What needs to be done:
Go through the entries below and print each one exactly, leaving out pictures.

[Dataset records]

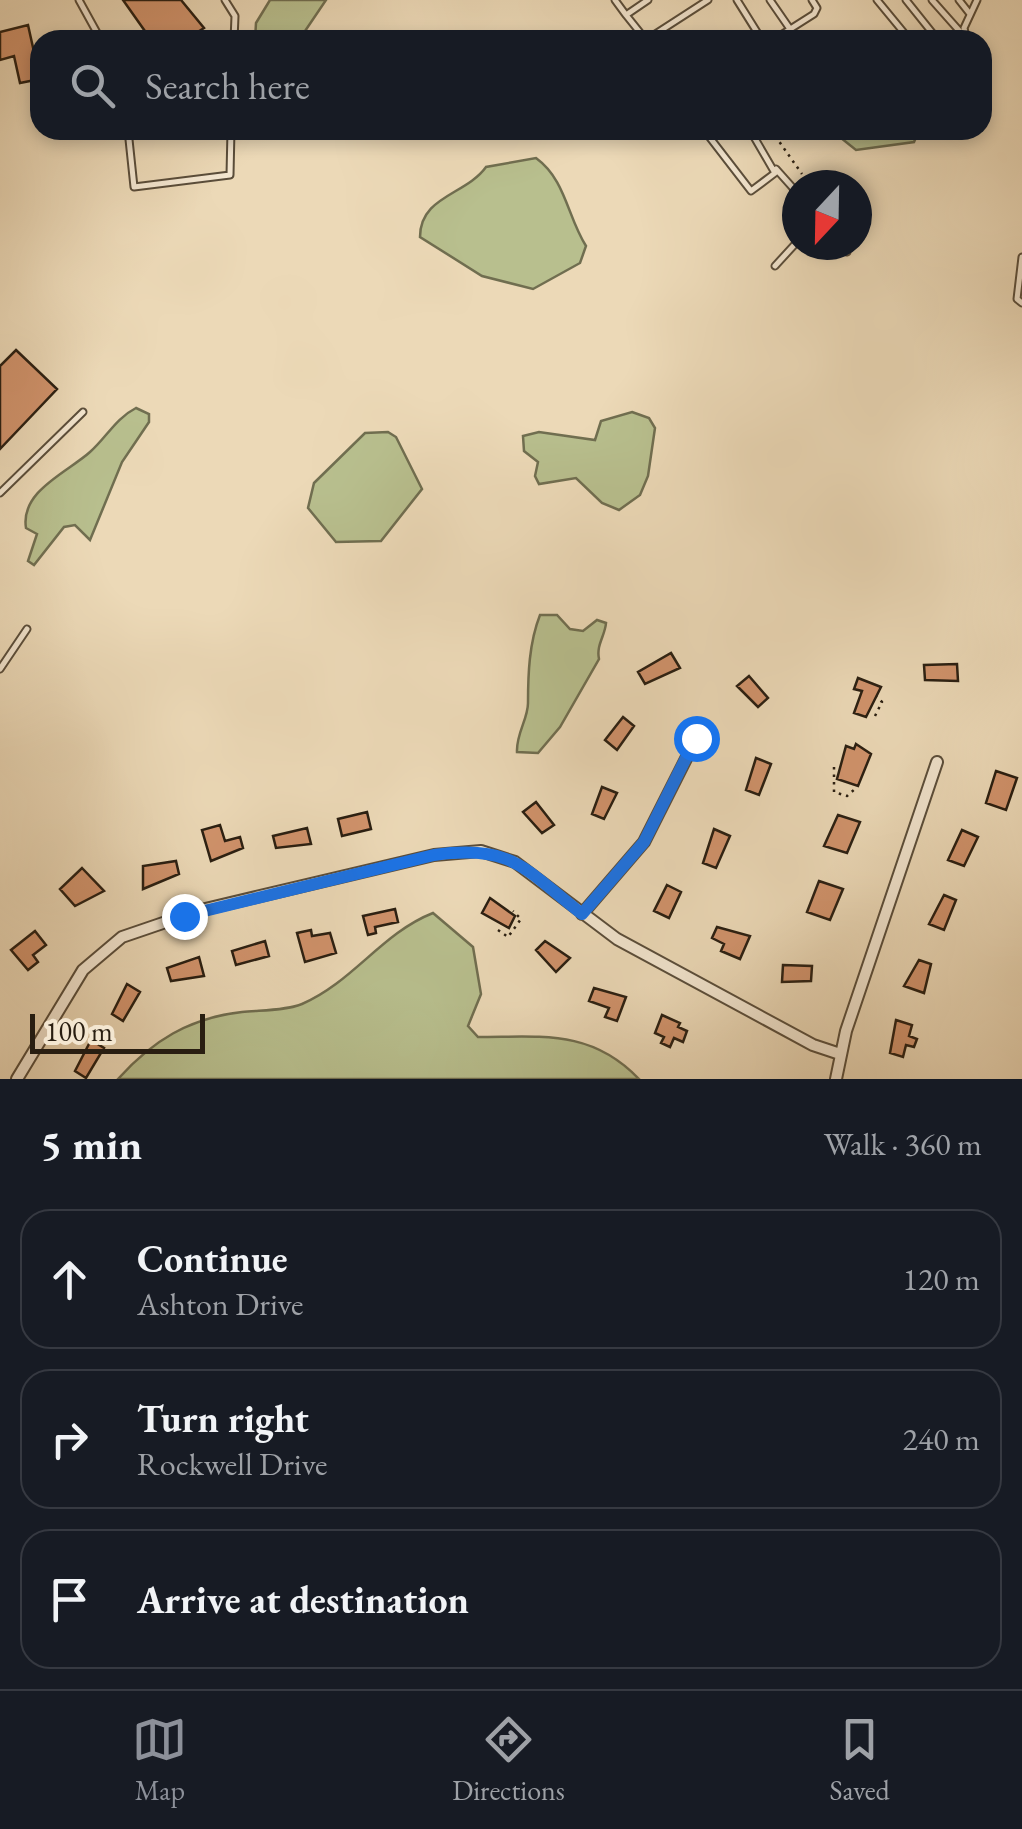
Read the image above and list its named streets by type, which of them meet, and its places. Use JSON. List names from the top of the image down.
{
  "scale_bar": "100 m",
  "north": "bottom",
  "page": {
    "search": "Search here",
    "scale": "100 m",
    "heading": ["5 min", "Walk · 360 m"],
    "list": [
      ["Continue", "Ashton Drive", "120 m"],
      ["Turn right", "Rockwell Drive", "240 m"],
      "Arrive at destination"
    ],
    "nav": ["Map", "Directions", "Saved"]
  }
}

[/Dataset records]

Response area:
Read the image above and list its named streets by type, which of them meet, and its places. Use JSON. List names from the top of the image down.
{
  "scale_bar": "100 m",
  "north": "bottom",
  "page": {
    "search": "Search here",
    "scale": "100 m",
    "heading": ["5 min", "Walk · 360 m"],
    "list": [
      ["Continue", "Ashton Drive", "120 m"],
      ["Turn right", "Rockwell Drive", "240 m"],
      "Arrive at destination"
    ],
    "nav": ["Map", "Directions", "Saved"]
  }
}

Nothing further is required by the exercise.